Um menu que até recentemente vivia meio esquecido no rodapé das
páginas do YouTube ganhou notoriedade essa semana entre os internautas
LGBT. Pode conferir: lááá embaixo, em qualquer página, há uma opção de
ligar ou desligar o modo restrito no maior site de
vídeos do mundo. O alarme soou no começo da semana: quando ativada, essa
opção faz com que vídeos com conteúdo LGBT desapareçam das páginas de
buscas e canais. É como se simplesmente não existissem.
“Essa opção foi criada para filtrar páginas com conteúdo sensível,
como cenas de violência, conteúdo adulto, situações de distúrbio
alimentar”, explica Mola, dono do canal O Lado Bom do Mundo.
“Percebemos que vídeos relacionados à comunidade LGBT são censurados
quando o modo restrito fica ativado. Canais inteiros, como Põe Na Roda, Canal das Bee e Mandy Candy passam a ficar praticamente sem conteúdo. Até canais que não abordam sexualidade diretamente, como o de Federico DeVito,
têm grande parte de seus vídeos limados quando se navega em modo
restrito”. E isso provavelmente não é de agora – esse tipo de peneira
certamente já vem acontecendo há meses, desapercebidamente.

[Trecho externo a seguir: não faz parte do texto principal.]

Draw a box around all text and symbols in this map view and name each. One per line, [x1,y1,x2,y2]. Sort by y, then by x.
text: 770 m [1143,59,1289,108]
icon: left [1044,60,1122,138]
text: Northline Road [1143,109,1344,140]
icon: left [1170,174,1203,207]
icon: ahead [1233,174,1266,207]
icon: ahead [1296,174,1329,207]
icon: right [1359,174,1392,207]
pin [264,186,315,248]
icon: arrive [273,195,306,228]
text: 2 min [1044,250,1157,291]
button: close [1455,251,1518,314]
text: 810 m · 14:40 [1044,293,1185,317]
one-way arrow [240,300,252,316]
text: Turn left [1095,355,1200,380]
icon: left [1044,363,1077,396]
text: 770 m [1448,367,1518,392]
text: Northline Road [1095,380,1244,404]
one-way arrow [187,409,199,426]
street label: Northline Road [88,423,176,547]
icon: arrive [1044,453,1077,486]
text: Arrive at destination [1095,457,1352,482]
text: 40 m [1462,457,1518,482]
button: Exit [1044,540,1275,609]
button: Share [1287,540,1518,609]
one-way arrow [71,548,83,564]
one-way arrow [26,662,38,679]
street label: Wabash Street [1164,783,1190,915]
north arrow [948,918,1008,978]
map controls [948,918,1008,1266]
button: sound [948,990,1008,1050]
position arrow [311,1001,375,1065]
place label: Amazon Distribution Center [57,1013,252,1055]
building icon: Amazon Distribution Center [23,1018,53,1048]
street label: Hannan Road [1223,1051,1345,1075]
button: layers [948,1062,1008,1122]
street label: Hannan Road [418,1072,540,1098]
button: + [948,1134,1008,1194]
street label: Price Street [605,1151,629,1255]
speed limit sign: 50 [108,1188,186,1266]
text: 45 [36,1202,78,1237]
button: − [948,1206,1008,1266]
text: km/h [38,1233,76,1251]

Essa bela bola fora não prejudica apenas os pageviews dos youtubers –
ela pode causar danos, principalmente, a inúmeros usuários do site que
vieram a depender desses vídeos para se informar e encontrar apoio para
seus dilemas pessoais. Isso é particularmente importante para jovens
LGBT. “Todos os dias recebemos mensagens de garotos e garotas de todo o
país dizendo que nós somos seus únicos amigos”, conta Pedro HMC,
co-criador do Põe Na Roda.
Antes do advento da internet, era comum que jovem que percebia ser
homossexual ou transgênero pensasse que era a única pessoa no mundo que
sentia isso. A informação era bastante restrita, gay, lésbicas, bis e
trans raramente apareciam na mídia (a não ser em retratos extremamente
depreciativos), e a educação sexual, quando existente, se limitava à
mecânica da relação heterossexual. Já se saía da adolescência com a
chave do armário no bolso.
Mas eis que o mundo criou as interwebs, e entre vídeos de bichinhos
engraçadinhos, memes criados na velocidade da luz e comentários
mal-educados em blogs, abriram-se frestas para que a comunidade queer se
reunisse. Com uma simples busca todos aqueles que não se encaixavam nos
padrões descobriam que não estavam mais sozinhas no mundo. Esse é um
dos maiores benefícios que a vida virtual trouxe à vida analógica:
graças à internet, ninguém mais pensa que é o único ponto fora da curva
das pessoas-padrão. A comunidade assexual, por exemplo, só veio a se aglutinar graças às comunidades online.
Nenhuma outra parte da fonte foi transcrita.